Quantas peças perfeitas não foram compradas por defeitos inexistentes!
E eu tenho minha teoria para explicar porque isso acontece.
Nossa convivência diária com imagens hipereditadas cria uma expectativa completamente inatingível. E para além dos padrões históricos de beleza, magreza, juventude e branquitude, a gente adicionou uma nova camada de exigência: a da roupa que nunca amassa, nunca vinca, nunca dobra. Como se a gente fosse uma Polly Pocket, sabe?
Já tive cliente incomodada porque a calça jeans dobrava no joelho ao andar. Física básica: tecido rígido em uma articulação só vai se mover criando um amontoado de tecido. Mas quando a gente internaliza a ideia de que uma peça boa é aquela que se comporta como numa foto produzida, tudo parece um defeito.
É o mesmo raciocínio que empurra os corpos pra cirurgias, os rostos pra preenchimentos e as roupas pro descarte precoce. É a busca pela performance da perfeição que, no caso da moda, também alimenta um ciclo de consumo insustentável.
E como se não tivesse complicado o bastante, temos aí entra um novo ingrediente: a inteligência artificial.
Esses dias vi no feed a foto de uma mulher recriada por IA. Mais magra, mais jovem, pele sem poros, sem manchas, sem rugas. Parecia uma boneca - e não falo isso como algo positivo, hein? A legenda dizia algo como “a IA devolvendo minha autoestima”. Mas será mesmo? Porque me parece mais “IA criando mais um padrão de beleza inalcançável”.
Bom, mas voltando ao ensaio, eu e a fotógrada comentamos que, é bem possível que, num futuro próximo, muita gente troque o ensaio fotográfico por imagens criadas por inteligência artificial. Afinal, é mais rápido, mais barato, menos trabalhoso.
Mas aí fiquei me perguntando: o que a gente perde nesse processo?
Eu aprendi muito sobre a minha própria beleza olhando para minhas fotos reais. Entendi que um clique ruim não me define. Vi que a roupa que amassa no corpo não perde valor, porque é no movimento, na vida real, que ela cumpre seu papel.
Para além da trabalheira, existe um exercício importante de autobservação que vem do processo de selecionar as roupas, testar na frente do espelho, posar, selecionar as melhores fotos. Aprender com a roupa que não funciona pra foto. Observar proporções. Lidar com as imperfeições.

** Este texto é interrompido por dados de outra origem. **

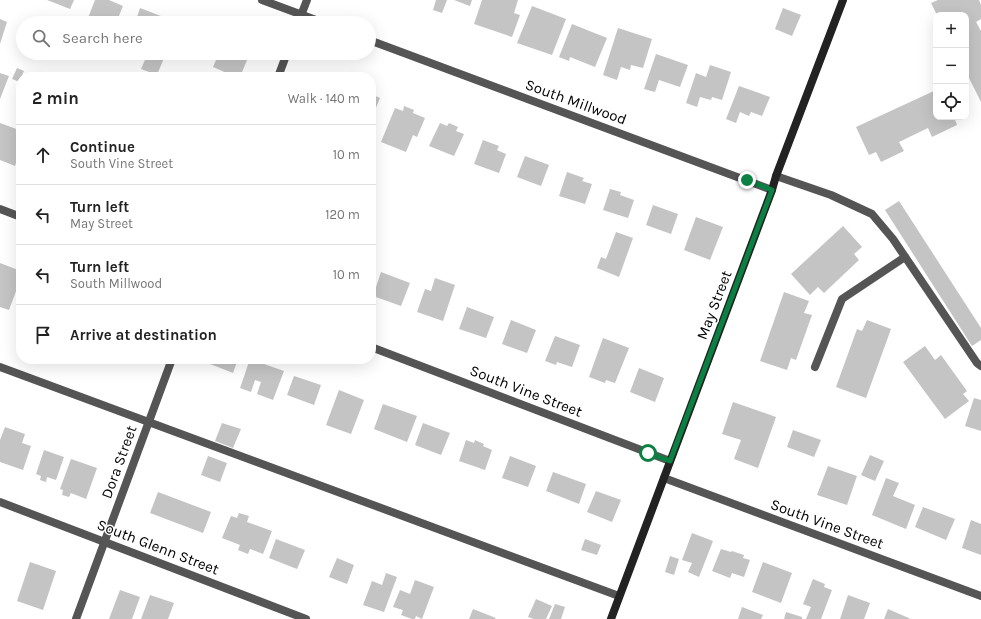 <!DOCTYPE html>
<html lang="en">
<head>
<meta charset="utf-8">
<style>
	:root { --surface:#fff; --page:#f6f6f6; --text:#222; --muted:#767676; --line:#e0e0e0 }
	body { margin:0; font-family:Karla,sans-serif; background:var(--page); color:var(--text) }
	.controls { position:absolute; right:12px; top:12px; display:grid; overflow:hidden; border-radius:8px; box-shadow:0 4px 16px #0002 }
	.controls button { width:36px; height:36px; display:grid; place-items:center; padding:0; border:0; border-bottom:1px solid var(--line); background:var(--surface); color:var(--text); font:20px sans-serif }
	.stop { position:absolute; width:12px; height:12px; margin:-9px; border:3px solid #0b8043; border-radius:50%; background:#fff }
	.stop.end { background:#0b8043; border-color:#fff; box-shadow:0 1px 4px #0008 }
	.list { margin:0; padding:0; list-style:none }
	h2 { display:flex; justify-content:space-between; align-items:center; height:52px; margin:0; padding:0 16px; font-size:17px }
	h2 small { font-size:13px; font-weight:400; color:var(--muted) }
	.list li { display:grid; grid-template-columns:26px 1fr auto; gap:12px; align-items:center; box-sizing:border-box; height:60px; padding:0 16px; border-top:1px solid var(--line) }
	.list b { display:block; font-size:15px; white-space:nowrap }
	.list p { margin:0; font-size:13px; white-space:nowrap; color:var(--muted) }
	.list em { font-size:13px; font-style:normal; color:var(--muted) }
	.icon { flex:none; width:22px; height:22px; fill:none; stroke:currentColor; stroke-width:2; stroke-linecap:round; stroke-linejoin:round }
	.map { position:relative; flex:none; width:981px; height:619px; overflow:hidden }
	.search { position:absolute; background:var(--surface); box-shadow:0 4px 16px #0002; left:16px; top:16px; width:360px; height:44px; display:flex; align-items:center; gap:10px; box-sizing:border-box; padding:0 14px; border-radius:22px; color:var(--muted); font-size:15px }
	.panel { position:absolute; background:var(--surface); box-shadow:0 4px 16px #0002; left:16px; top:72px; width:360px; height:292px; border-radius:16px }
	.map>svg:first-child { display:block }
	.building { fill:#c4c4c4 }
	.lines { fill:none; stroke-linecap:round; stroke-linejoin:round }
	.lane { stroke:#555; stroke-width:8 }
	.street { stroke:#555; stroke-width:8 }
	.secondary { stroke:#222; stroke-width:8 }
	.route { stroke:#0b8043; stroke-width:5 }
	.labels { text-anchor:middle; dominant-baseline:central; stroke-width:3; stroke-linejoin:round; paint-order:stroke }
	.street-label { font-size:15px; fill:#000; stroke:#fff }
</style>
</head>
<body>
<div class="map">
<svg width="981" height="619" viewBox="0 0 981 619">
	<rect width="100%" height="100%" fill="#fff"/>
	<!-- building -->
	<g class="building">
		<polygon points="47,0 74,0 70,9"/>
		<polygon points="95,0 109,0 123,6 116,23 86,23"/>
		<polygon points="436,0 447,0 442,13 433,10"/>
		<polygon points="454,0 472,0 470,6"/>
		<polygon points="482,0 518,0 514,13 520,15 512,37 474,24"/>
		<polygon points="938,0 979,0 981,5 981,19 976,22 981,31 981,102 966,72 966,15 937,15 931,3"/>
		<polygon points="532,6 566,19 552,55 517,43"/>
		<polygon points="140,8 166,18 164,23 135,23"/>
		<polygon points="783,8 801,15 792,36 775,29"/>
		<polygon points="0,19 7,22 0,44"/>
		<polygon points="572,24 607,38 595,67 570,57 569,61 559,57"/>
		<polygon points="618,28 652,39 643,68 631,65 630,70 621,67 617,80 603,75"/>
		<polygon points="148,53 166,53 157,75 141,69"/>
		<polygon points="186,53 204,53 202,60"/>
		<polygon points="219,53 250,53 240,77 236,77 213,67"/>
		<polygon points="656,54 688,65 680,87 659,80 655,92 644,89"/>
		<polygon points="710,65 731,72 722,100 712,97 711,100 700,97 697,107 686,103 696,73 706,77"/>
		<polygon points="17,68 24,71 21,77 20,82 12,79"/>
		<polygon points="0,73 9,76 0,99"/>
		<polygon points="739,86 770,97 762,116 751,112 749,116 740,112 736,123 726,119"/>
		<polygon points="936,90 936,117 954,117 957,125 932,137 928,128 899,142 904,151 881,162 876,152 869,155 856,127"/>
		<polygon points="371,94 380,98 371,120"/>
		<polygon points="404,106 414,110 413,113 425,118 417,137 413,135 406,152 381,142 395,108 403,111"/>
		<polygon points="0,123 19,130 16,138 21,140 21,149 15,166 0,160"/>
		<polygon points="440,123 447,126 449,123 458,127 456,131 464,134 454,156 429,146"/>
		<polygon points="483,140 499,146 497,150 506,154 499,173 474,164"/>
		<polygon points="525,156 549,165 541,186 517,177"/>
		<polygon points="567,172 584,178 582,181 592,184 585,204 559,196"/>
		<polygon points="610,189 621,192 620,195 634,200 628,218 603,210"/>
		<polygon points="899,201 981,328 981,340 972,346 885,210"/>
		<polygon points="653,205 678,214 671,234 646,225"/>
		<polygon points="696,217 723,227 710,260 684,250"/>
		<polygon points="843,226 862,247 854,254 859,260 824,293 818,287 810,295 791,274"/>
		<polygon points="616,232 633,238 619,277 597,268 601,257 606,259"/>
		<polygon points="0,263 21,271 21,278 9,310 0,307"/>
		<polygon points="381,272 410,283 401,306 373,296"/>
		<polygon points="435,278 455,285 443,321 417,312 425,289 431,291"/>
		<polygon points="784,292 809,301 804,313 812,315 796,360 791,358 787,370 760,361"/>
		<polygon points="467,307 494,317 486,338 459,329"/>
		<polygon points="511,320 536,330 527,353 502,344"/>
		<polygon points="867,320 891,329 866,398 836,387 857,329 862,331"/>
		<polygon points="555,336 580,345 572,367 557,362 556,365 545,361"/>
		<polygon points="603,338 629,348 615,383 606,380 605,383 589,377"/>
		<polygon points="925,346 935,360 941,355 967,391 963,394 969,401 945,419 903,362"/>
		<polygon points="206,359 238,359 233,373 205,362"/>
		<polygon points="250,359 284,371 273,400 257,394 261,382 255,380 251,392 240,388"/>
		<polygon points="639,368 664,378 655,402 630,392"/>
		<polygon points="294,376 321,385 314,405 287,395"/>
		<polygon points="339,390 364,400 351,434 326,425"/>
		<polygon points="974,398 981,400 981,431 965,426"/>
		<polygon points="733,402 776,417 758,468 734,459 741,440 722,434"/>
		<polygon points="383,404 417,416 407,442 374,429"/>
		<polygon points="222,423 241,429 233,448 215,441"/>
		<polygon points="423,423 450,433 441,455 415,445"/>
		<polygon points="5,427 25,434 22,443 31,446 23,470 0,462 0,440"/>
		<polygon points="793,430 821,440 814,457 787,447"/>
		<polygon points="466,440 474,443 475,440 484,444 483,446 492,450 485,470 459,461"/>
		<polygon points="44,450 64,457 56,480 47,477 46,482 40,480 41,476 36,474"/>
		<polygon points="870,455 884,461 875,481 861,475"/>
		<polygon points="208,456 227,463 220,482 201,475"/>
		<polygon points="510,456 536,466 528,487 502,478"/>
		<polygon points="71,459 97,468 86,499 71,493 69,497 62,495 63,490 60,489"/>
		<polygon points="828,466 857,476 847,505 817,495"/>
		<polygon points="553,472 586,484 579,504 546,491"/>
		<polygon points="886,478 899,483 893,496 915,505 906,529 872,515"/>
		<polygon points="596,491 621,500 612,522 587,512"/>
		<polygon points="158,492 211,512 203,533 150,513"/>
		<polygon points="923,507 955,519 946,540 915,527"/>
		<polygon points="239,513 249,516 247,522 272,531 263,554 250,549 248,554 238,550 240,545 222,538 231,516 237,518"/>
		<polygon points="971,520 981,524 981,555 962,548"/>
		<polygon points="692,533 713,541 699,577 688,572 692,563 682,560"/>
		<polygon points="276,539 305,550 297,569 269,558"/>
		<polygon points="585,539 601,545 597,555 581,550"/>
		<polygon points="721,549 731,552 732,551 744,555 743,558 750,560 744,577 732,573 730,578 712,571"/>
		<polygon points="670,556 679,559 674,575 665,572"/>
		<polygon points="337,558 354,565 347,584 329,577"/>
		<polygon points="30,562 56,571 43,610 17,601"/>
		<polygon points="763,562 792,573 781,603 752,592"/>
		<polygon points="386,573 397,577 384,612 363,605 372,581 382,585"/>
		<polygon points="813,579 825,584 824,587 832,590 821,619 806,619 811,607 803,604"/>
		<polygon points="415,580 434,587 422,619 416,616 415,619 412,619 401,615 403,610 393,607 400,590 410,594"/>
		<polygon points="120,590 140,597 132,619 109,619"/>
		<polygon points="150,595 174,603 168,619 141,619"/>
		<polygon points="848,595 870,603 864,619 840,619"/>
		<polygon points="536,599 552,606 546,619 534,619 528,617"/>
		<polygon points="555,604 565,607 561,619 549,619"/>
		<polygon points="742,607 763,615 761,619 738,619"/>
		<polygon points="473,609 496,618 495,619 469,619"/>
		<polygon points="888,609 911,619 884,619"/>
		<polygon points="786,612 802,617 802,619 784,619"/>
	</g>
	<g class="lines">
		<!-- lane -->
		<g class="lane">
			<polyline points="776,176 831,195 872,214 893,239 977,363 981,366"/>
			<polyline points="0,367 619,596"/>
			<polyline points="815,367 842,299 905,257"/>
		</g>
		<!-- street -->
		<g class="street">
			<polyline points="262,0 324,23"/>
			<polyline points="298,23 307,0"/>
			<polyline points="369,40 772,190"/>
			<polyline points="278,77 287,53"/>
			<polyline points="0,209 21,217"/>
			<polyline points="371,347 670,461"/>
			<polyline points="664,478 981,596"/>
			<polyline points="0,502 306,619"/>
			<polyline points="76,619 172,359"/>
		</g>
		<!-- secondary -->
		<polyline class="secondary" points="611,619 772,190 776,176 843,0"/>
	</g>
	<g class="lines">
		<!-- route -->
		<polyline class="route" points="648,453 670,461 772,190 747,180"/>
	</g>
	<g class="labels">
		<!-- street labels -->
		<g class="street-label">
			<text transform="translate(576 102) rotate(20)">South Millwood</text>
			<text transform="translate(714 305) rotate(-69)">May Street</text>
			<text transform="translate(526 391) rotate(21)">South Vine Street</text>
			<text transform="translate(119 462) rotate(-70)">Dora Street</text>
			<text transform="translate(827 524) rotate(20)">South Vine Street</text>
			<text transform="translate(158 547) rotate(21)">South Glenn Street</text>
		</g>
	</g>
</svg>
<div class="controls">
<button>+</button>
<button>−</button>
<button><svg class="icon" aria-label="locate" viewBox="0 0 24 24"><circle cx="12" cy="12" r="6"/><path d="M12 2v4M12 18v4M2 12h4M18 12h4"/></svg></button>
</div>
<div class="stop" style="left:648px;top:453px"></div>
<div class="stop end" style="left:747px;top:180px"></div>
<div class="search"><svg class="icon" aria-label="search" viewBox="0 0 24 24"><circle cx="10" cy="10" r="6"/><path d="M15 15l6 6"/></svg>Search here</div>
<section class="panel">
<h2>2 min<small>Walk · 140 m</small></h2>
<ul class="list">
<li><svg class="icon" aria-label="ahead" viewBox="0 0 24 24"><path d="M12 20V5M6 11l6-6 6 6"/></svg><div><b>Continue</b><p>South Vine Street</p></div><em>10 m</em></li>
<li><svg class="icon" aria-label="left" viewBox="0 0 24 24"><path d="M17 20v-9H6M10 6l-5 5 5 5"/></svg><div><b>Turn left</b><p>May Street</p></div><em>120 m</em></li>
<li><svg class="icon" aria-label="left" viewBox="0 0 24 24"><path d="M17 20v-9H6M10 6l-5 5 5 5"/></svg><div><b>Turn left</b><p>South Millwood</p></div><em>10 m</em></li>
<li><svg class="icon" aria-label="arrive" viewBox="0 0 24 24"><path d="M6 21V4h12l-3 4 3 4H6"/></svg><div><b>Arrive at destination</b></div></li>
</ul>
</section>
</div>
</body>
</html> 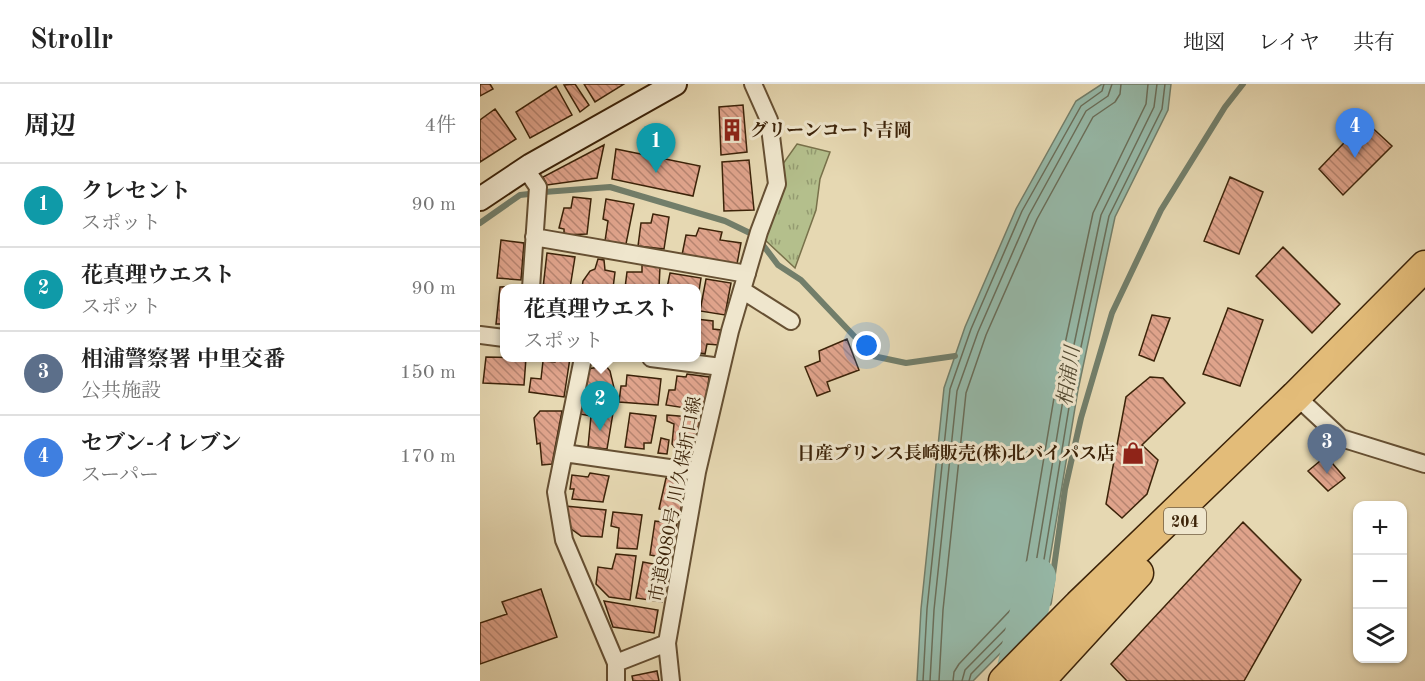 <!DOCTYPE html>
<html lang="ja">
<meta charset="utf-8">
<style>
body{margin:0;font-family:"Old Standard TT","Noto Serif JP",serif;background:#f2f2f2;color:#222}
.controls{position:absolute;right:18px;bottom:18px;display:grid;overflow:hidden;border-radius:12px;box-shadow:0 2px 4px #0004}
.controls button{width:54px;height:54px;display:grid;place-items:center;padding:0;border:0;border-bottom:2px solid #e0e0e0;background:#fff;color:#222;font:30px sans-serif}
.you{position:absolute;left:387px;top:262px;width:21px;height:21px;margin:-15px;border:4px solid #fff;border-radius:50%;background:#1a73e8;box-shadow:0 0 0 9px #1a73e833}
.badge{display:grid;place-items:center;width:39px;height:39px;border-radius:50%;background:#ea580c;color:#fff;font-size:20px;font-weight:700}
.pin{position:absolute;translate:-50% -50px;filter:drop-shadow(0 2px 3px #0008)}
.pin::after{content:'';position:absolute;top:32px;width:21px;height:18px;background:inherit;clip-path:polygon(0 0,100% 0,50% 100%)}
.popup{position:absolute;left:20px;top:200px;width:201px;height:78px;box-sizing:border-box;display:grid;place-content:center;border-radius:12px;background:#fff;filter:drop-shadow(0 2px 4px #0005);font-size:20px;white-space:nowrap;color:#767676}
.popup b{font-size:22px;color:#222}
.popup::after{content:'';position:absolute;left:50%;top:100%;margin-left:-12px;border:12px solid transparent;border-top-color:#fff}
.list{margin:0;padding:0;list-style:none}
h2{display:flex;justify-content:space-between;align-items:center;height:78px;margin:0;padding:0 24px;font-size:26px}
h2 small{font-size:20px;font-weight:400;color:#767676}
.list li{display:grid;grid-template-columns:39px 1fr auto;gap:18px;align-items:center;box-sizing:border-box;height:84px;padding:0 24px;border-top:2px solid #e0e0e0}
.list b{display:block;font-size:22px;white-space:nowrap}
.list p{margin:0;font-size:20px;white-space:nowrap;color:#767676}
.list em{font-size:20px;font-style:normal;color:#767676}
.icon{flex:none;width:33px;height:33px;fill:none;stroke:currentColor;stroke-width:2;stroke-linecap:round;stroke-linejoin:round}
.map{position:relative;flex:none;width:945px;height:597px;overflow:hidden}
header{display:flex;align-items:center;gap:36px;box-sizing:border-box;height:84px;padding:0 30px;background:#fff;border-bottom:2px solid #e0e0e0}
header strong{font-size:28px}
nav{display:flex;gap:33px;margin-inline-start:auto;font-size:21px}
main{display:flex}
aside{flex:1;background:#fff}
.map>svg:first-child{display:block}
</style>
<header>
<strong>Strollr</strong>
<nav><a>地図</a><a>レイヤ</a><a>共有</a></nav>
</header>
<main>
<aside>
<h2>周辺<small>4件</small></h2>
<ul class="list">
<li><span class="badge" style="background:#0f9aa8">1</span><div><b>クレセント</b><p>スポット</p></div><em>90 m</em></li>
<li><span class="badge" style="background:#0f9aa8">2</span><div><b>花真理ウエスト</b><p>スポット</p></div><em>90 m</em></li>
<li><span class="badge" style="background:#5c6f8a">3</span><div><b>相浦警察署 中里交番</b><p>公共施設</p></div><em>150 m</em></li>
<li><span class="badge" style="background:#3f7fe0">4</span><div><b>セブン-イレブン</b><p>スーパー</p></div><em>170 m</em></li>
</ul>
</aside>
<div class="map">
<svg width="945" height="597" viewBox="0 0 945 597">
<defs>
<pattern id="grass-tufts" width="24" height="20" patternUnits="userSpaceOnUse" patternTransform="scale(1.5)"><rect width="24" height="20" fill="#b4bf8c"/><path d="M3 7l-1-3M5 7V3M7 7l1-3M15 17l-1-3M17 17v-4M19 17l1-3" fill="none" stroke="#949b71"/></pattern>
<pattern id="building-back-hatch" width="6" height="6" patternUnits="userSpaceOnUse" patternTransform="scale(1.5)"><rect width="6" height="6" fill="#dfa38b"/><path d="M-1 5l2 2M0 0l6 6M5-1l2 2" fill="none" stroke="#b68470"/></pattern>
</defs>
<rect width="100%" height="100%" fill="#e6d8b2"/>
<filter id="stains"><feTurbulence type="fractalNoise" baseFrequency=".00333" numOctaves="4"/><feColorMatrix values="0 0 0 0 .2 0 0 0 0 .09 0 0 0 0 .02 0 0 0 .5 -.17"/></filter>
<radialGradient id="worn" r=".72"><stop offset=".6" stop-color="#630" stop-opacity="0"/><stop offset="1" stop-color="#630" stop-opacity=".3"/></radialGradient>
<path fill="url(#grass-tufts)" stroke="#78714a" stroke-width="1.5" d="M317,60L350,68L340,95L336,126L315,184L284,155L300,84Z"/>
<path fill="#96baaa" stroke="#727e6a" stroke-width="1.5" d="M622,0H691L688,26L635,133L598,306L561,528L493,597H437L441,525L464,304L485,243L536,125L596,17Z"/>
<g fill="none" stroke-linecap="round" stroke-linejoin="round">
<path stroke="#696e5a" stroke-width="1.5" d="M443,597L447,525L470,305L491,245L542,127L601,22L622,7L624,0
M450,597L454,526L477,307L498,248L549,131L606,27L628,12L632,0
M459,597L463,526L486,309L506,251L557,135L613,33L635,18L640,10L641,0
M473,597L474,588L479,580L540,516L576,302L613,129L666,20L668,0
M482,597L485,586L549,521L585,304L621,131L674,23L677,0
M489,597L491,590L556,524L592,305L629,132L682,25L685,0"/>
<path stroke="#727e6a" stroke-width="6" d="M64,108L130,103L245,137L274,151
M0,139L40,111L49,110
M283,161L298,181L321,196L393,272L426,279L475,272
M569,519L585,405L601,334L632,229L681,126L745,23L763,0"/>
<path stroke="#96baaa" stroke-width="38" d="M533,597L557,493"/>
</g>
<path fill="url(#building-back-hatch)" stroke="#3c2309" stroke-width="1.5" d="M0,0H10L13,5L0,12Z
M95,0L109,21L100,28L84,1Z
M104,0H144L115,18Z
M76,2L92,31L50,54L36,28Z
M263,21L267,68L241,71L239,23Z
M15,25L36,55L0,78V36Z
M885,37L912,62L863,111L839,85Z
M124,61L117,94L67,101L63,93Z
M136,65L220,82L213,112L132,95Z
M269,76L274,126L244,127L242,78Z
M750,93L783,108L759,170L724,157Z
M93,113L111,115L107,150L84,151V145L79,144L84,124H91Z
M126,115L154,120L146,160L125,157L128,137L123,135Z
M173,130L189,133L184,165L158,162L161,139H171Z
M219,144L242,148L240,156L261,159L257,180L202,171L206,151L216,152Z
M21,156L44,159L41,196L17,194Z
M803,163L860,220L832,249L776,192Z
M67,169L95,173L90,204H63Z
M118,175L124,176L125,186L135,188L133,204H102L103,197L110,187L115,185Z
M162,181L180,183L179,204H145L147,188H162Z
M190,189L221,194L216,226V204H187Z
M226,195L251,199L245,231L220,227Z
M41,202V204H24V240H16L20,203Z
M748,224L783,236L760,302L723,290Z
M672,231L690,234L674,277L659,271Z
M216,235L233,237V245L241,246L238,261L227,260L225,270L216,268Z
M367,255L379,286L347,298L350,307L337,312L325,283L340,277L339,267Z
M6,273L46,274L44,301L3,299Z
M76,274H90L84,313L49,308L51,294L61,295L63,277L75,278Z
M126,282L130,287L135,308L107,312L104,304L107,285Z
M207,290L229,293L226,319H219L218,326L186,321L189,306H195L197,292L206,293Z
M147,291L181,295L178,321L139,318L141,302H146Z
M670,293L683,294L705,319L662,361L678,376L667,410L642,434L626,420L646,313Z
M102,319L134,323L127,365L108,363L111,332L100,330Z
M60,327H82L72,380L62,381L60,359L57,360L54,334Z
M150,329L176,332L171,359H164V365L145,363Z
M187,331L222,334L215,371H201L192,360L194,340L187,337Z
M181,354L189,356L187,370L178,369Z
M846,372L865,394L848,407L828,387Z
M110,389L129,392L123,418L92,415L94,405H90L92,391L108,393Z
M186,394L207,396L200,429L179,425Z
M85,422L126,426L122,453L101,452L90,444Z
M133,428L162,431L157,465L137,464L139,444L131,442Z
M175,437L197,440L190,475L170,471Z
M763,438L821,496L764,597H647L631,580Z
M136,470L156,472L150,516L129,513L116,500L118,483L132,485Z
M163,478L189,483L182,518L156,514Z
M61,505L77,553L0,580V539L27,530L22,518Z
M124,517L178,526L174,549L133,543Z
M177,587L179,597H153L152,592Z"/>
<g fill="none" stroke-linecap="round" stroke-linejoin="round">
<g stroke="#665033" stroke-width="20">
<path id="street" d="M45,84L58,103L51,204
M54,153L267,190
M262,206L311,237
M0,251L24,254
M103,274L76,408L84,456L136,579L187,559
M171,274L241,283
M816,312L861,354L945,380
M84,369L217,388
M136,597V579
M191,597L187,559L217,388L250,247L279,148L297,100L289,36L273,0"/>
</g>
<g stroke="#3c2309" stroke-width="26">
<path id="secondary" d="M0,115L51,81L195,0"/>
</g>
<g stroke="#3c2309" stroke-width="33">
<path id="highway" d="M524,597L599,521L816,312L945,182
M559,597L658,489"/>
</g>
<use href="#street" stroke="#efe6cd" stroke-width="16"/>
<use href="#secondary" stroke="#efe6cd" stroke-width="22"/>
<use href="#highway" stroke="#e3bc79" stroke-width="30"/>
</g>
<defs>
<g id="building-bare" transform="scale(1.8)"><path d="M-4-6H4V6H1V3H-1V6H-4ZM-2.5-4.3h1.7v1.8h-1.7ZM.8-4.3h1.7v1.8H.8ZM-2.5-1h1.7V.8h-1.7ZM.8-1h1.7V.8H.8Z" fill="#8f2418" stroke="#efe6cd" stroke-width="2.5" paint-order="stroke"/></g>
<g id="shop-bare" transform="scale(1.8)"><path d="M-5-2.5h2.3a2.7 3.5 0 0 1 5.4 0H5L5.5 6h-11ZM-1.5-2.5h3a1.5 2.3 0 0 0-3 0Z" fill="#8f2418" stroke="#efe6cd" stroke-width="2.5" paint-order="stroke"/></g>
</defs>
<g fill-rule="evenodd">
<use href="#building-bare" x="252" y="46"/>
<use href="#shop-bare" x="653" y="369"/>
</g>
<g text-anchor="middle" stroke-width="6" stroke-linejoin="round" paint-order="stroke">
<rect fill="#efe6cd" stroke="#725e44" stroke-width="1.5" x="684" y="424" width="42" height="26" rx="4.5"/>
<g font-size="16" font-weight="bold" fill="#3c2309">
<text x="705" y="443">204</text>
</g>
<g font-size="18" font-weight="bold" fill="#3c2309" stroke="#efe6cd" text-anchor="start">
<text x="270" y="52">グリーンコート吉岡</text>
<text x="635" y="375" text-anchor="end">日産プリンス長崎販売(株)北バイパス店</text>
</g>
<g font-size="18" fill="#3c2309" stroke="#efe6cd">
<text transform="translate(195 415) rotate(-79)" y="6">市道8080号 川久保折口線</text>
</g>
<g font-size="20" font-style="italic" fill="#524931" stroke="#efe6cd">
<text transform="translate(588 292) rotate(-82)" y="7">相浦川</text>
</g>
</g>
<rect width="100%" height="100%" filter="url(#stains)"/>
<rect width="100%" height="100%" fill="url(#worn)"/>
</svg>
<div class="controls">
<button>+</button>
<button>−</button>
<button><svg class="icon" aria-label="layers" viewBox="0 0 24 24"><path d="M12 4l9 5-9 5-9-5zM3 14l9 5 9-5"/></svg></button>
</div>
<div class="you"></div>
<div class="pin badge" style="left:176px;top:89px;background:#0f9aa8">1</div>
<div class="pin badge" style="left:120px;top:347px;background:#0f9aa8">2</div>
<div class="popup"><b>花真理ウエスト</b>スポット</div>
<div class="pin badge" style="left:847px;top:390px;background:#5c6f8a">3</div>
<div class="pin badge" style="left:875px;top:74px;background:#3f7fe0">4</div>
</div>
</main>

A IA pode até criar roupas que não vincam no joelho e jamais marcam a barriga. Mas talvez seja exatamente isso que a gente precise continuar vendo. Em nós mesmas e nas outras pessoas também, claro.
Porque, se a gente perde esse treino de olhar para o real, perde também a capacidade de lidar com a falta, com a frustração e com a imperfeição e isso vale para muito além da roupa.
A questão é que esse treino de olhar exige tempo, repetição, convivência com o próprio reflexo.
Na consultoria, tento sempre trazer esse olhar para as clientes. Quando alguém se incomoda com um detalhe mínimo que só aparece na foto, eu lembro que aquela roupa não foi feita para ser analisada no zoom de uma tela de cinco polegadas. Ela foi feita para ser vivida. E vida envolve amassar, dobrar, sujar.
A imagem da IA é sedutora porque pode ser perfeita. Mas não é a imagem perfeita que vai saborear uma comida gostosa, sentir o sol na pele ou abraçar uma pessoa querida. Quem vai fazer ysso tudo é essa pessoa aí, de carne, osso, faltas e imperfeições, vestindo uma roupa cheia de dobras e vincos.